> _Required work_
Set down the line that has "80-ї Десантно-Штурмової Бригади</span>" and each line beneath it, through the last line of the entries, exactly and with no others.
── Input data ──
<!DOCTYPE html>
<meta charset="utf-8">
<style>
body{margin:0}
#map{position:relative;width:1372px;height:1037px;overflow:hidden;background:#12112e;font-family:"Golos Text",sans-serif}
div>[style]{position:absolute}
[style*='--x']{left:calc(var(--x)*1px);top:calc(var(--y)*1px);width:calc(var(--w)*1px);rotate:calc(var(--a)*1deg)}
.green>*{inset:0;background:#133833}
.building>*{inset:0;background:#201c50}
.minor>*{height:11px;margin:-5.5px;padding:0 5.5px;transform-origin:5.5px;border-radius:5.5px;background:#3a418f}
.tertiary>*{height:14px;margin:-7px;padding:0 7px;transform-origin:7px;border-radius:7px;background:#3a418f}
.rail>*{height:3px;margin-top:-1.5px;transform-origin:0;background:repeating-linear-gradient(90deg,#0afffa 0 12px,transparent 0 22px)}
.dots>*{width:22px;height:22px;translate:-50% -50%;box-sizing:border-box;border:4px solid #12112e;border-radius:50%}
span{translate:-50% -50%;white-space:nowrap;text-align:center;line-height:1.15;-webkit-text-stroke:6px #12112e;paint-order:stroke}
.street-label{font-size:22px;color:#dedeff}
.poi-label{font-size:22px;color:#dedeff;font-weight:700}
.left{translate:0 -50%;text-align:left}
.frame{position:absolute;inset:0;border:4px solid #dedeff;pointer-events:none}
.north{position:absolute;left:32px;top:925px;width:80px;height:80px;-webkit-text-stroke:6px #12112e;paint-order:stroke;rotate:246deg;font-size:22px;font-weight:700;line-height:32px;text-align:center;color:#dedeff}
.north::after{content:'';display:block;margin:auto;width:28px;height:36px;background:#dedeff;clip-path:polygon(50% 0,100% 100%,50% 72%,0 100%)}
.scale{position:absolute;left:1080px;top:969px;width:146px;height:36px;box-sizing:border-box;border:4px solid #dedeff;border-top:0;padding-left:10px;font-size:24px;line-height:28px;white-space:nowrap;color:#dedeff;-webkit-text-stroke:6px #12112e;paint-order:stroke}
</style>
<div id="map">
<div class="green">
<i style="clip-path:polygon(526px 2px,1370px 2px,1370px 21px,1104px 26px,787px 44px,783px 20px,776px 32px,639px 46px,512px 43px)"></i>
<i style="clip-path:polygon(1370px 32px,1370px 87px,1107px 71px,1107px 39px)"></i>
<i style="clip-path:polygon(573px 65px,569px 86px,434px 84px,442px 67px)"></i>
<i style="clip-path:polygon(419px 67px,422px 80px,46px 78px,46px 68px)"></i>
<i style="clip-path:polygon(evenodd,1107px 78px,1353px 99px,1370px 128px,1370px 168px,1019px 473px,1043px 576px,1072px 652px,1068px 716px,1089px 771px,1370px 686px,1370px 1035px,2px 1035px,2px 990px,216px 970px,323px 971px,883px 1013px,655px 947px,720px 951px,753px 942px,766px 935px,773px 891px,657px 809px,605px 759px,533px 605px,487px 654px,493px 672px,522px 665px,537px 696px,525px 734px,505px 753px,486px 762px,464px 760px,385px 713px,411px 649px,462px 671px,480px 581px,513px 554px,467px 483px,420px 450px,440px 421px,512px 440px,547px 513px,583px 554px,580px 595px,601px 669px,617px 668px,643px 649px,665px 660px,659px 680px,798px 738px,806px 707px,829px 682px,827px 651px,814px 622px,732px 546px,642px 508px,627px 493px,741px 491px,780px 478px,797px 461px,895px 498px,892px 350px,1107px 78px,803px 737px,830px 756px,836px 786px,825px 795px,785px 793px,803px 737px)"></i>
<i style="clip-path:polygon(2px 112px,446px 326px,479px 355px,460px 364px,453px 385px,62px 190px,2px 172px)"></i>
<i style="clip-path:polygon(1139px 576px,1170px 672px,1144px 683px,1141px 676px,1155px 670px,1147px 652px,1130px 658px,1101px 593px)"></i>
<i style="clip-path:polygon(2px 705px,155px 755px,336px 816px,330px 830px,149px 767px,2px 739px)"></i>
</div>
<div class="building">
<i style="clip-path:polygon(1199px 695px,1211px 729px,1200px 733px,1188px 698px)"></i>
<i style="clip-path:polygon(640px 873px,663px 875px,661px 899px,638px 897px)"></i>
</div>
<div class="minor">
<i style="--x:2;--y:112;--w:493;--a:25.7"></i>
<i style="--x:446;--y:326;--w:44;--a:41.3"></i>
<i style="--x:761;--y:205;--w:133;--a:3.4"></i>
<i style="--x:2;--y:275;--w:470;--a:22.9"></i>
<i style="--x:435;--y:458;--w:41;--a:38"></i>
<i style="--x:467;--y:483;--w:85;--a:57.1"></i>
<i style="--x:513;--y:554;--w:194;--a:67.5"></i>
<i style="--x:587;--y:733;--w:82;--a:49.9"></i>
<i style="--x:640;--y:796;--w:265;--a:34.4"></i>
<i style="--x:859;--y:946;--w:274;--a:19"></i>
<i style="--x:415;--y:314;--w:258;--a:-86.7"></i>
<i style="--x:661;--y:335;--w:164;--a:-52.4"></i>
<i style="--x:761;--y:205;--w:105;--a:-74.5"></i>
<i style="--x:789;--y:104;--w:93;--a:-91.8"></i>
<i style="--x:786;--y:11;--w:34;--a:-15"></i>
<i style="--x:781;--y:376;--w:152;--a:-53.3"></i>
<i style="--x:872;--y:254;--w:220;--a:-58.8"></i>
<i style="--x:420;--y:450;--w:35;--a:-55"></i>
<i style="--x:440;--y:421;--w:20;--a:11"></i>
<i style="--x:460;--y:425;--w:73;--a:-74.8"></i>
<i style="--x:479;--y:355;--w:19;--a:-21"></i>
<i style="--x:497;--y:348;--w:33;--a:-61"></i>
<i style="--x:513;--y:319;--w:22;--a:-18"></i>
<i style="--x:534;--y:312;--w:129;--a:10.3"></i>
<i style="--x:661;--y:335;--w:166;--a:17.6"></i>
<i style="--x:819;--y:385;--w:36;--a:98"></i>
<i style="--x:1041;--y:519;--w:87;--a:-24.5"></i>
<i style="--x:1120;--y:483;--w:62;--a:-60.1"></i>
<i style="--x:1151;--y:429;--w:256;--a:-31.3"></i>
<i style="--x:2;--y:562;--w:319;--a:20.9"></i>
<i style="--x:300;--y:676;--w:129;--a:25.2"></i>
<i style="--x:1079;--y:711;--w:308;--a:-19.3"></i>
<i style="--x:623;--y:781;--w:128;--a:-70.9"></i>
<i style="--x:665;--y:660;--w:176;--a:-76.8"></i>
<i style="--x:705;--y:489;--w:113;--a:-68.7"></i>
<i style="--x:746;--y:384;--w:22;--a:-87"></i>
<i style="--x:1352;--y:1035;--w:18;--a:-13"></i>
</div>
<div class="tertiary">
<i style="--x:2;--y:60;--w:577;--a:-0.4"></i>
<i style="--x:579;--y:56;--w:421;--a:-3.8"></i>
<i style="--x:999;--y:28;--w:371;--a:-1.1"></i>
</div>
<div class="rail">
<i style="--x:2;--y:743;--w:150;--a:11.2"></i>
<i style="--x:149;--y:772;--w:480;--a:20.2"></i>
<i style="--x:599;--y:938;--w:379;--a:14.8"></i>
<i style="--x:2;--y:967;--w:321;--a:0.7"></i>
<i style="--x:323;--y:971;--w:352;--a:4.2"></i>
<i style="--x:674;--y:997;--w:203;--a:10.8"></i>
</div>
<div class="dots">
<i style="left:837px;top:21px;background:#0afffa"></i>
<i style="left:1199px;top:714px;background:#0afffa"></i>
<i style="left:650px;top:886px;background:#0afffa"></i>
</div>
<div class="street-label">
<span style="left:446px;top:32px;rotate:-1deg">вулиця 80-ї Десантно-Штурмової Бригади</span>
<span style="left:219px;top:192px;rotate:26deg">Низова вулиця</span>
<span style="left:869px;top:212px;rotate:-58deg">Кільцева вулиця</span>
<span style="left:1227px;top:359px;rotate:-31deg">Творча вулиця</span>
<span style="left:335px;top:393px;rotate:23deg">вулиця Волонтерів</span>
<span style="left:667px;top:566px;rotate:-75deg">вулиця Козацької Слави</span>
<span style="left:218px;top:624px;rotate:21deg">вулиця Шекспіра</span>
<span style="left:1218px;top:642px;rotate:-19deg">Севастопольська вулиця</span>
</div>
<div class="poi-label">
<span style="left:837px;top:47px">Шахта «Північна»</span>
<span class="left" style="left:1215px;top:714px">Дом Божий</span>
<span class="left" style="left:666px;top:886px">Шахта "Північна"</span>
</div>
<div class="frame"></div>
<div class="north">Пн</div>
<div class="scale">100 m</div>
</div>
───
> _Your response_
<span style="left:446px;top:32px;rotate:-1deg">вулиця 80-ї Десантно-Штурмової Бригади</span>
<span style="left:219px;top:192px;rotate:26deg">Низова вулиця</span>
<span style="left:869px;top:212px;rotate:-58deg">Кільцева вулиця</span>
<span style="left:1227px;top:359px;rotate:-31deg">Творча вулиця</span>
<span style="left:335px;top:393px;rotate:23deg">вулиця Волонтерів</span>
<span style="left:667px;top:566px;rotate:-75deg">вулиця Козацької Слави</span>
<span style="left:218px;top:624px;rotate:21deg">вулиця Шекспіра</span>
<span style="left:1218px;top:642px;rotate:-19deg">Севастопольська вулиця</span>
</div>
<div class="poi-label">
<span style="left:837px;top:47px">Шахта «Північна»</span>
<span class="left" style="left:1215px;top:714px">Дом Божий</span>
<span class="left" style="left:666px;top:886px">Шахта "Північна"</span>
</div>
<div class="frame"></div>
<div class="north">Пн</div>
<div class="scale">100 m</div>
</div>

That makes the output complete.